От вида крови на спинах и лавках его замутило, но он взял себя в руки: «Смотри, мужай. На войне не такое придется увидеть». И стал смотреть. Видел, как с какого-то мужика сорвали штаны, положили на лавку. Размахнулся солдат.

«Э-э, брат, лукавишь, бьешь в четверть силы, а зубы оскалил, как если б хлестал что есть мочи. Хитер!» — Валерий смотрел с любопытством, с каким-то непонятным ему азартом, как на скачках или в казино.

На крыльце стоял Горев. Одна рука заложена за борт английского френча, а вторая поднята. Он как бы дирижировал поркой.

— Подлец! Но у него есть система, линия, — позавидовал Валерий Гореву. — Линия подлая, но прямая. Его не обуревают сомнения, как меня. Он скот. Ему чуждо все человеческое.

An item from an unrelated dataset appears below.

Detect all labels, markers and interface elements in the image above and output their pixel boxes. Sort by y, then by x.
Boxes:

Сысой втолкнул в круг Устина.

— Это он? — Горев подошел поближе и, расставив ноги, чуть прищурясь, посмотрел Устину в лицо. — Ты, негодяй, предал Сысоя?

Устин молчал.

— Ты?

Голова Устина мотнулась от сильного неожиданного удара в челюсть. Сплюнув кровь, он сказал решительно:

— Поклеп, вашскородь. Не виноват.

Горев расхохотался и, странно, этот хохот среди крови не привел Валерия в ужас.

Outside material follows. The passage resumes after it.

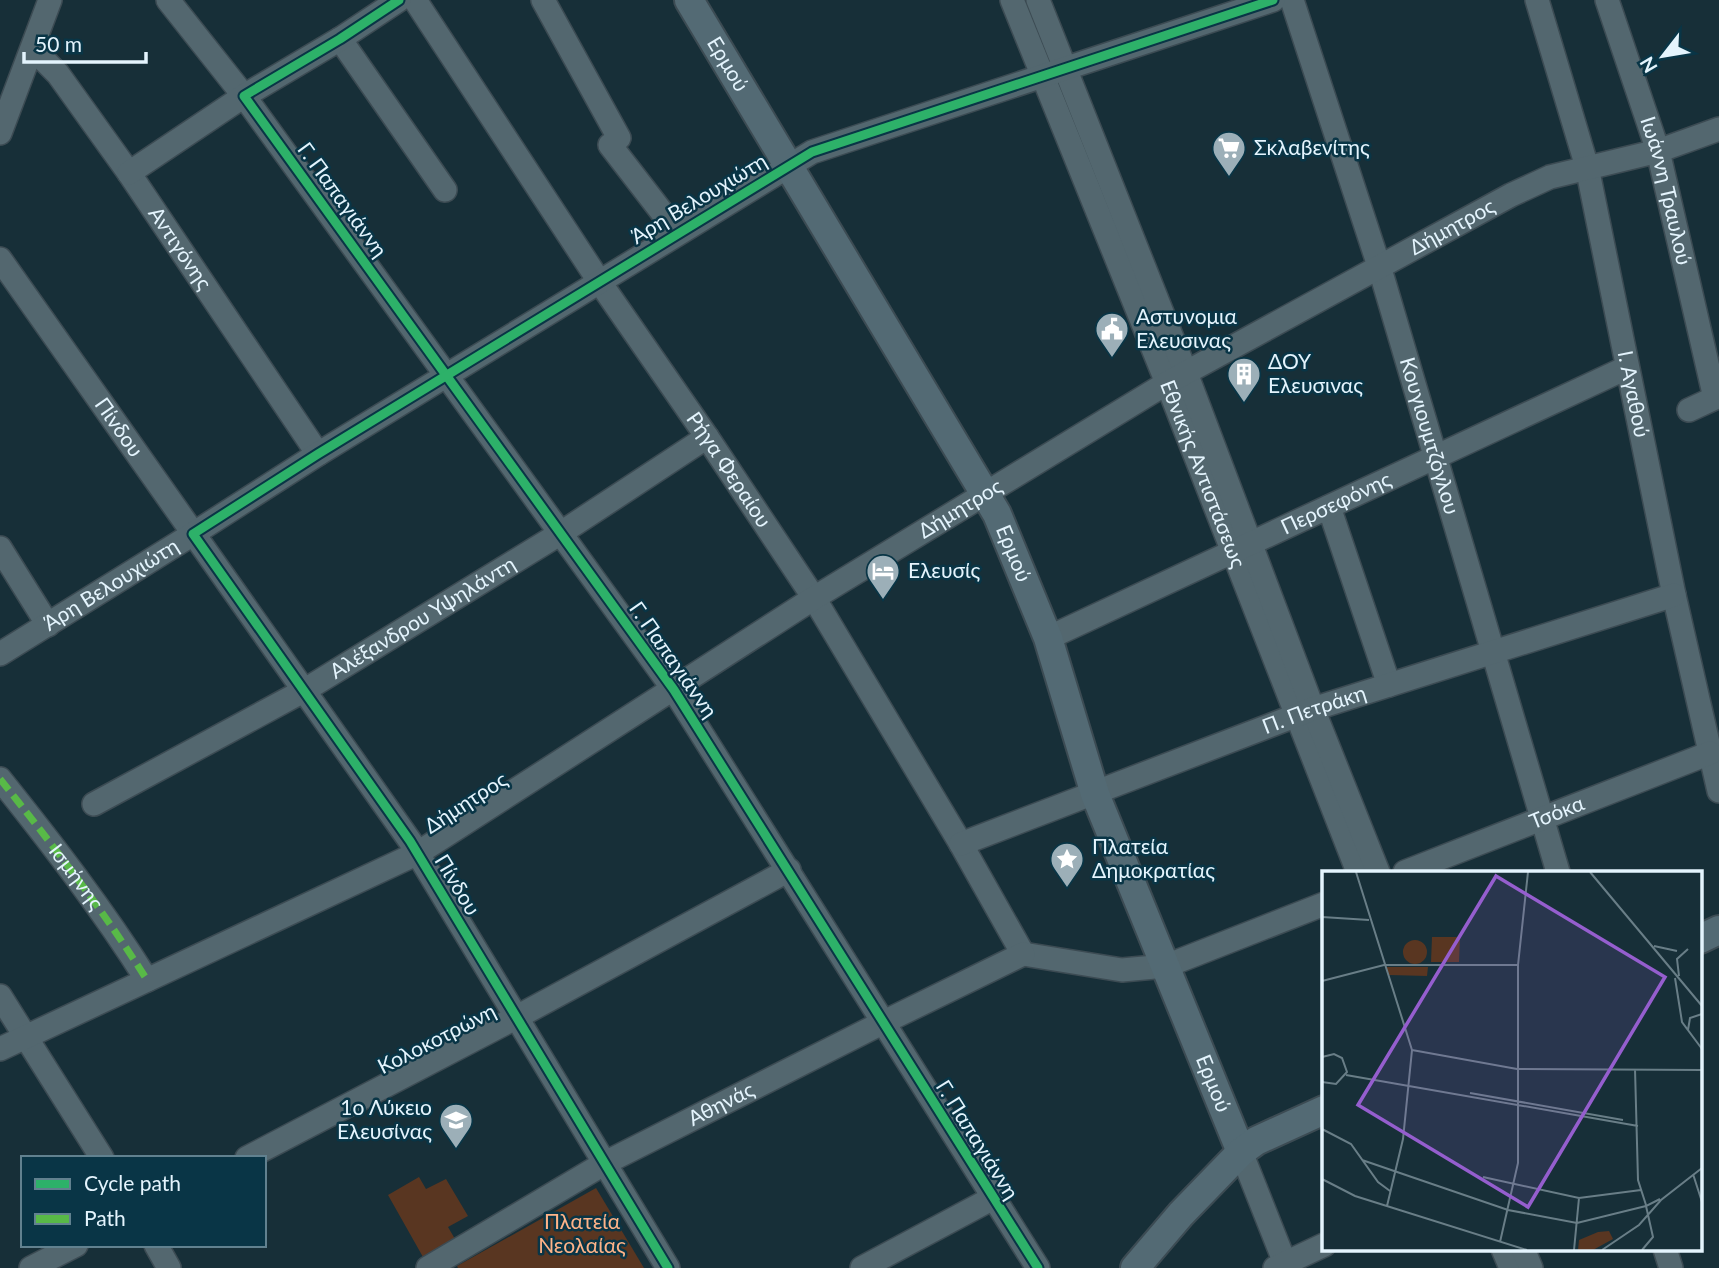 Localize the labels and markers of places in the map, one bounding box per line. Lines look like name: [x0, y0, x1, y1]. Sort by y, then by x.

— Не виноват? Сысой, может быть, ты ошибся: может быть, извиниться надо?

Новый удар по скуле чуть не свалил Устина на землю. В голове загудело, как в разворошенном пчелином улье, и жгучая боль пронзила шею, словно и впрямь кусали пчелы. Ныла скула.

«Бей, бей связанного, — горько подумал Устин, — все одно не повинюсь. Свидетелев нет. А Сысойке нечем свои слова доказать».

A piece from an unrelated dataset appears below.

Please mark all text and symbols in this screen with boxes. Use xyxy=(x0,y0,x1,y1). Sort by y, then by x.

И, помотав головой, Устин сказал твердо:

— Поклеп, вашскородь. Недруг какой-то оклеветал меня… в глазах власти… за нее я денно и нощно… Истинный бог…

— Еще поклянись.

— Провалиться мне вот на этом месте…

Надежда блеснула в глазах Устина. Чуть подавшись вперед, он уже с ненавистью взглянул на Сысоя, и первым делом мелькнула мысль: оболгать надо как-то Сысоя, чтоб его, окаянного, сейчас на эти скамейки. Но он не успел додумать, как Горев крикнул:

— На скамейку его!

— Вашскородь… ошибка… — Устин рванулся, повел плечамй, но он не смог стряхнуть вцепившихся солдат.

— Вашскородь!..

— Успокойся, все будет в полном порядке. Я верю тебе: наговорили на тебя, ошибка получилась? Так надо ошибку довести до конца.

Когда первый удар шомполов ожег Устиновы ягодицы, он от неожиданности взревел, как медведь, вскинул голову и сразу сник. Второй, третий, четвертый удар он вынес без крика. Только вздрагивал и после каждого удара приоткрывал глаза, люто смотрел на Сысоя.

— Сколько всыпали? — донеслось до Устина.